We also remember Bhagat Singh for his prophetic warning that freedom must not be reduced to merely an act of swapping, of replacing the white English rulers with their brown sahib successors. For him the chant Inquilab Zindabad was completed only with the call to defeat imperialism - samrajyvad murdabad. Clearly, he was mobilising India not just in the immediate context of freedom from the shackles of British colonial rule, he was also sowing the future seeds of struggle in a world marked by imperialist domination and in a context of possible complicity and capitulation by future Indian rulers. In so doing, he was playing precisely the distinct communist role underlined by Marx and Engels in the Communist Manifesto: "The Communists fight for the attainment of the immediate aims, for the enforcement of the momentary interests of the working class; but in the movement of the present, they also represent and take care of the future of that movement."

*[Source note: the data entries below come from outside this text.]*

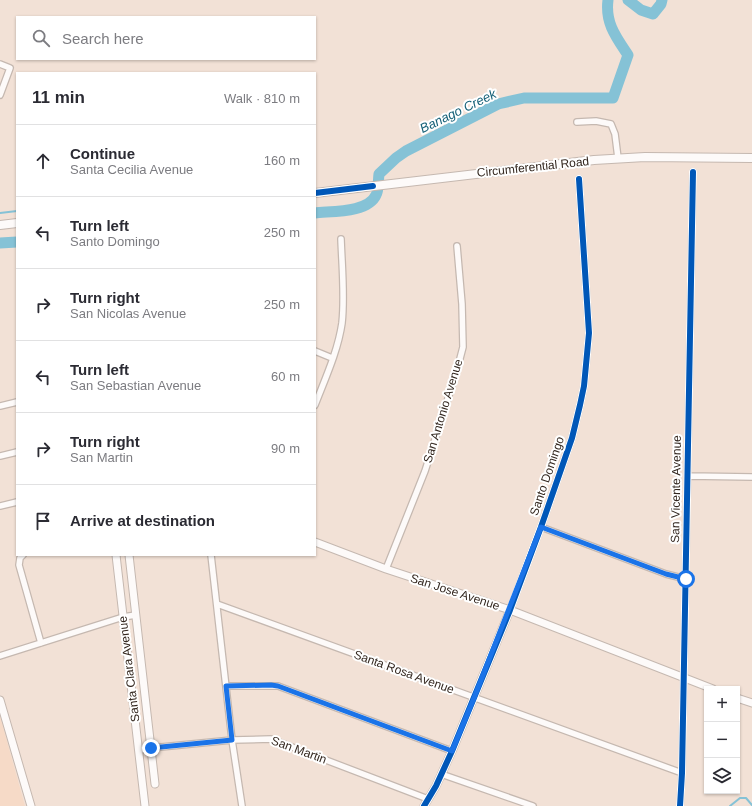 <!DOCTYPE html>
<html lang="en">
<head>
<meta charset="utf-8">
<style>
	body { margin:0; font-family:Arial,sans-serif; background:#f2f2f3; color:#2b2b33 }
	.controls { position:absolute; right:12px; bottom:12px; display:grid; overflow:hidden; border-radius:0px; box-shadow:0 1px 3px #0004 }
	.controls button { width:36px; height:36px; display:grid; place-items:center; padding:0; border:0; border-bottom:1px solid #e1e1e2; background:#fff; color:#2b2b33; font:20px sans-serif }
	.stop { position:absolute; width:12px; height:12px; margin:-9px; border:3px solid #1a73e8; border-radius:50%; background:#fff }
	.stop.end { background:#1a73e8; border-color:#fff; box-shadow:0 1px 4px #0008 }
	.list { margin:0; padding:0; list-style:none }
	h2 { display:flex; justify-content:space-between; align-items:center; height:52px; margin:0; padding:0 16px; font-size:17px }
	h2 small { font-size:13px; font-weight:400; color:#7c7c81 }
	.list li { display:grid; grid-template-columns:26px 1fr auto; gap:12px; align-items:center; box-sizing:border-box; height:72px; padding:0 16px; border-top:1px solid #e1e1e2 }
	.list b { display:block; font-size:15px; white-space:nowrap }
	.list p { margin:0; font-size:13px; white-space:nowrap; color:#7c7c81 }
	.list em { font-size:13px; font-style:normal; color:#7c7c81 }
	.icon { flex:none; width:22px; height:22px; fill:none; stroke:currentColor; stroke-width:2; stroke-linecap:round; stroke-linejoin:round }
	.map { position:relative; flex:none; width:752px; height:806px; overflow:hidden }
	.search { position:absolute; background:#fff; box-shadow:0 1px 3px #0004; left:16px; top:16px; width:300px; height:44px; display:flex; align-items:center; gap:10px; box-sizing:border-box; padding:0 14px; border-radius:0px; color:#7c7c81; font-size:15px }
	.panel { position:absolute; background:#fff; box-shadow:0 1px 3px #0004; left:16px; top:72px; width:300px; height:484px; border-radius:0px }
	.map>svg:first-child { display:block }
</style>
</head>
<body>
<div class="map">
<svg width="752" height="806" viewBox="0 0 752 806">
	<rect width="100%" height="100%" fill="#f2e1d6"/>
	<path fill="#f6dac7" d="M0 716 25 806H0Z"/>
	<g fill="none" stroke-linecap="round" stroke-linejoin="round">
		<path stroke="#85c2d6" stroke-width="2" d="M0 213 17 211
			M730 806 740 798H746L752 805"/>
		<path stroke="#85c2d6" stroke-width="11" d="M628 0 641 10 653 14 661 4 662 0
			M315 213C331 211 368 213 376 195 379 190 378 180 379 174L396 158 406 151 498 104 524 98H613L628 55C616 37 605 23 608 0
			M0 243 17 242"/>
		<defs>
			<path id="minor" d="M0 64 10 68 0 95
				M577 122 596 121 611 124 615 134 618 158
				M315 351 332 358
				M315 405C325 379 338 351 342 323 345 296 342 267 341 239
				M0 406 17 402
				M0 456 17 452
				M688 476 752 477
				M0 506 17 502
				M541 527 666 574 686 579
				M23 555 20 558 19 565 41 643
				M211 555 232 740 242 806
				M386 569 425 471 457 370 463 347 462 304 457 246
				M217 604 682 773
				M510 610 541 527 572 438 580 405 584 386 589 333 579 179
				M0 656 123 617 136 615
				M226 686H278L452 751
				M139 750 151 748 232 740 271 739 428 799
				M441 774 533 806
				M680 806 682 773 693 172"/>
			<path id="tertiary" d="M315 542 386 569 510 610 713 689
				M116 555 145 806
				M129 555 155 784
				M737 698 752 703
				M0 700 31 806
				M424 806 436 786 452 751 510 610"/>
			<path id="secondary" d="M315 193 594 160 645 157 752 158
				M0 225 17 223"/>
		</defs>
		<use href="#minor" stroke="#c5b8b0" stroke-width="8"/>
		<use href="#tertiary" stroke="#c5b8b0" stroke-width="9"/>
		<use href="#secondary" stroke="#c5b8b0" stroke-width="10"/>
		<use href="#minor" stroke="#fdfaf9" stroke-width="5.5"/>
		<use href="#tertiary" stroke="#fdfaf9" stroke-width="7"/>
		<use href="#secondary" stroke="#fdfaf9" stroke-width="8"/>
		<defs>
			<path id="cycleway" d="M315 193 373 186
				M424 806 436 786 452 751 510 610 541 527 572 438 580 405 584 386 589 333 579 179
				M680 806 682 773 693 172"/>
		</defs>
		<use href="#cycleway" stroke="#fff" stroke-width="8"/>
		<use href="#cycleway" stroke="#0057b8" stroke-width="6"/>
	</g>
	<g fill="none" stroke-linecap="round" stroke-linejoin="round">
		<path stroke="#1a73e8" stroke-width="5" d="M151 748 232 740 226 686 271 685 278 686 452 751 474 698 541 527 666 574 686 579"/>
	</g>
	<g text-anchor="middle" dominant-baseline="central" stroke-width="4" stroke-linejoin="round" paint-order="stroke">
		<g font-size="12" fill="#33271f" stroke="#fff">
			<text transform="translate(533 167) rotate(-6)">Circumferential Road</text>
			<text transform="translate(443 411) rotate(-73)">San Antonio Avenue</text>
			<text transform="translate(547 476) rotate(-71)">Santo Domingo</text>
			<text transform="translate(676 489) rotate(-89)">San Vicente Avenue</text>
			<text transform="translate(455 592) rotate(18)">San Jose Avenue</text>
			<text transform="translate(129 669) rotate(-97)">Santa Clara Avenue</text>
			<text transform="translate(404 672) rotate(20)">Santa Rosa Avenue</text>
			<text transform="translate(299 750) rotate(20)">San Martin</text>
		</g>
		<g font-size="13" font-style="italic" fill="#166178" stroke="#fff">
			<text transform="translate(458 111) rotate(-26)">Banago Creek</text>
		</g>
	</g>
</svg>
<div class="controls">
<button>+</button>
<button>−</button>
<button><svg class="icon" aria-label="layers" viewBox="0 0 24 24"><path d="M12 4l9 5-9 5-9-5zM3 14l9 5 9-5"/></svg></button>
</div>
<div class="stop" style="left:686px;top:579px"></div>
<div class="stop end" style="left:151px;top:748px"></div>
<div class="search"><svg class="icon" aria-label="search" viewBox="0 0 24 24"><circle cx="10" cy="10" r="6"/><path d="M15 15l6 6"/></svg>Search here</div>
<section class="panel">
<h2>11 min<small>Walk · 810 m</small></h2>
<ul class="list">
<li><svg class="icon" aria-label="ahead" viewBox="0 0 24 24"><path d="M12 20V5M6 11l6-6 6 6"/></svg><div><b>Continue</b><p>Santa Cecilia Avenue</p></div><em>160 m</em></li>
<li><svg class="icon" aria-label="left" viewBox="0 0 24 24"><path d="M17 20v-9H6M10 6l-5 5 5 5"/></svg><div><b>Turn left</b><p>Santo Domingo</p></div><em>250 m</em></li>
<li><svg class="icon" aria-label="right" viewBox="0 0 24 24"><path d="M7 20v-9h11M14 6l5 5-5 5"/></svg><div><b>Turn right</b><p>San Nicolas Avenue</p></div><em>250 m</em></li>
<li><svg class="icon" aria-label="left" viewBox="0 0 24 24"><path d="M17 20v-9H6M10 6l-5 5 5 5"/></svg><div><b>Turn left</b><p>San Sebastian Avenue</p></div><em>60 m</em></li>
<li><svg class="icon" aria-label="right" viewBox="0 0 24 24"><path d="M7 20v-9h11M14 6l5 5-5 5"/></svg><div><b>Turn right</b><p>San Martin</p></div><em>90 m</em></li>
<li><svg class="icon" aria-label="arrive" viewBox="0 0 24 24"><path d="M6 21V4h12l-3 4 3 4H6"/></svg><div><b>Arrive at destination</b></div></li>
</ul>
</section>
</div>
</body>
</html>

Today when the Trump administration humiliates and hurts India in every possible way and the Modi government justifies the American action, remember Bhagat Singh. When Netanyahu goes on killing innocent Palestinian children and their parents in a never-ending genocide, Trump persecutes every voice of freedom, justice and peace and the Modi government not only keeps quiet but also lends all possible support to this genocidal campaign, remember Bhagat Singh. When Adani grabs India's natural resources and infrastructural facilities in every sphere, gets internationally exposed and charged for his corrupt ways and criminal wrongdoings and Modi brushes it aside as a 'personal matter', remember Bhagat Singh. And remember Bhagat Singh when Mohan Bhagwat describes the Ram Mandir in Ayodhya as the moment of India's true independence. The courage, determination and ideological clarity that Bhagat Singh and his comrades brought to India's freedom movement a century ago is a permanent asset for we the people of India. It helped us in winning freedom in 1947. It will also energise us in our current battle for freedom from imperialist domination and fascist aggression, from corporate plunder and communal hate. Inquilab Zindabad! Samrajyavad murdabad!